DATA TO EXAMINE below:

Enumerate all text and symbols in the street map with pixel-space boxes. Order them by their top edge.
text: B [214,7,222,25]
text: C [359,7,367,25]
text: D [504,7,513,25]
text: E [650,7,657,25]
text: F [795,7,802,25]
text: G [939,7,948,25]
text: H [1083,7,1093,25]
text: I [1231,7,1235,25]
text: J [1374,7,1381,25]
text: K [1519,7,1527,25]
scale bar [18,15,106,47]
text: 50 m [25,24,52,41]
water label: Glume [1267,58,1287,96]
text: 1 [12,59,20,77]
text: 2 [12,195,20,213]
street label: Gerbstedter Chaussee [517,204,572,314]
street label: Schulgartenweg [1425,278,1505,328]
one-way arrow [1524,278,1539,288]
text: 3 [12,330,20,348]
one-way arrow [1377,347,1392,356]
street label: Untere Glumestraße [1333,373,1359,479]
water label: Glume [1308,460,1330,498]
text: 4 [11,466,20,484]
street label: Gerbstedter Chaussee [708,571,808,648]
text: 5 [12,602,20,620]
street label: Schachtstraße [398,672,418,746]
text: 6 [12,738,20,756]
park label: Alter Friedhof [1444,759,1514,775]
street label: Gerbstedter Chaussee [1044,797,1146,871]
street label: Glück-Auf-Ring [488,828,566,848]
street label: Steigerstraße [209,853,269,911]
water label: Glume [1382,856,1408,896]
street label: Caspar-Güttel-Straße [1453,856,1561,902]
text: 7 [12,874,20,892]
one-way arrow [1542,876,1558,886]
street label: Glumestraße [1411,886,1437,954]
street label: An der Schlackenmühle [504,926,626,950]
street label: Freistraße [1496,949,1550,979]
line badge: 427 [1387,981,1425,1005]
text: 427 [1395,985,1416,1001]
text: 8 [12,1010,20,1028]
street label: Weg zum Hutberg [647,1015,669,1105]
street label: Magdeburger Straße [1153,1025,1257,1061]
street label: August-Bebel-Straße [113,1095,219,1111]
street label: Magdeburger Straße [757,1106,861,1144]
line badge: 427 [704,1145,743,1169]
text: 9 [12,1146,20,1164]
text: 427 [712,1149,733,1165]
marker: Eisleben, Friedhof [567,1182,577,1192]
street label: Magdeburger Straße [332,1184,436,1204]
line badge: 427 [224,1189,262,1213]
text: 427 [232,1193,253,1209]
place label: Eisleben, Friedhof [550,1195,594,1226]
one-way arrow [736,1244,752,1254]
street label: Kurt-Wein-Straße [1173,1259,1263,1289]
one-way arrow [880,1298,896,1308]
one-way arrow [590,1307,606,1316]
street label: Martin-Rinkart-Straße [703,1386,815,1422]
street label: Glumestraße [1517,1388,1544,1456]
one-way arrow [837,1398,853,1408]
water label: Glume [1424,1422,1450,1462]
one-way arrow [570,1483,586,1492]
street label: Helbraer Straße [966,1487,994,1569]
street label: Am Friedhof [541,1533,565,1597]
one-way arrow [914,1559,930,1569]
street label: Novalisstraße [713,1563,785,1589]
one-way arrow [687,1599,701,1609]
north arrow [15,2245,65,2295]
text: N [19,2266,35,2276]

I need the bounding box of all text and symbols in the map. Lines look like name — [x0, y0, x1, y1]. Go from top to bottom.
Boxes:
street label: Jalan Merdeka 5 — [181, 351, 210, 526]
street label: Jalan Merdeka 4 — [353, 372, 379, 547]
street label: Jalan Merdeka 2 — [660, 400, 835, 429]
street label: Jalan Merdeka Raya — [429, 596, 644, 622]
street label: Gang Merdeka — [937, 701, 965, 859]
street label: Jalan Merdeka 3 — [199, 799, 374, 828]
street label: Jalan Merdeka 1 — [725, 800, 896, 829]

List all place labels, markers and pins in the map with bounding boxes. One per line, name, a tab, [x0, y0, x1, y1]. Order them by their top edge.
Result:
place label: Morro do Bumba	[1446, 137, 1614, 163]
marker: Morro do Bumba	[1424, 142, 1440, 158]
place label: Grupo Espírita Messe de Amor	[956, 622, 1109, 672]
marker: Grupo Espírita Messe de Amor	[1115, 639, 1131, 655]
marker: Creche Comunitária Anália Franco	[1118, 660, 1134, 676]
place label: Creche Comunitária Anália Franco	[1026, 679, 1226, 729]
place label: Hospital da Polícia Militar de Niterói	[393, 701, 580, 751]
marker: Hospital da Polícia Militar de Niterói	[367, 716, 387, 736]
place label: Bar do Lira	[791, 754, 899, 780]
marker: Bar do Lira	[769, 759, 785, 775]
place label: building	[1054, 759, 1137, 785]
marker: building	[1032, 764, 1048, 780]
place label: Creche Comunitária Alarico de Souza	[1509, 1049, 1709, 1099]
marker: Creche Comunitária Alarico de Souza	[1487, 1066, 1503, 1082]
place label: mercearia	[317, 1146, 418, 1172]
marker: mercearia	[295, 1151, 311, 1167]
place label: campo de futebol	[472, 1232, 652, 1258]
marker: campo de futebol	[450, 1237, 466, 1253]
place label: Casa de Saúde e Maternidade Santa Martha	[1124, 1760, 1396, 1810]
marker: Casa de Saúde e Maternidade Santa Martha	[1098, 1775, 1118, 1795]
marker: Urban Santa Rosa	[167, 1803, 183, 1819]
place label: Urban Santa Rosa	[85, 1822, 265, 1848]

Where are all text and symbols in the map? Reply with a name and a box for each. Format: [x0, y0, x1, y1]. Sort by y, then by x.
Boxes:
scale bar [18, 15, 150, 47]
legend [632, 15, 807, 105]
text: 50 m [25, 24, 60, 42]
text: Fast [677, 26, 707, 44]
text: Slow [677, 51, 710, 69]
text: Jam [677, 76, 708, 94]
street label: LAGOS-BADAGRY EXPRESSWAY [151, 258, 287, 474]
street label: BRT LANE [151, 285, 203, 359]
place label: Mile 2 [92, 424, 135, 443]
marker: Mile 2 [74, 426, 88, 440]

End of DATA TO EXAMINE.

YOUR ASSIGNMENT -
Only the line that contains "Where are all" and the lines after it, through the end of the data above, are to be repeated exactly.

EXERCISE SOLUTION -
Where are all text and symbols in the map? Reply with a name and a box for each. Format: [x0, y0, x1, y1]. Sort by y, then by x.
Boxes:
scale bar [18, 15, 150, 47]
legend [632, 15, 807, 105]
text: 50 m [25, 24, 60, 42]
text: Fast [677, 26, 707, 44]
text: Slow [677, 51, 710, 69]
text: Jam [677, 76, 708, 94]
street label: LAGOS-BADAGRY EXPRESSWAY [151, 258, 287, 474]
street label: BRT LANE [151, 285, 203, 359]
place label: Mile 2 [92, 424, 135, 443]
marker: Mile 2 [74, 426, 88, 440]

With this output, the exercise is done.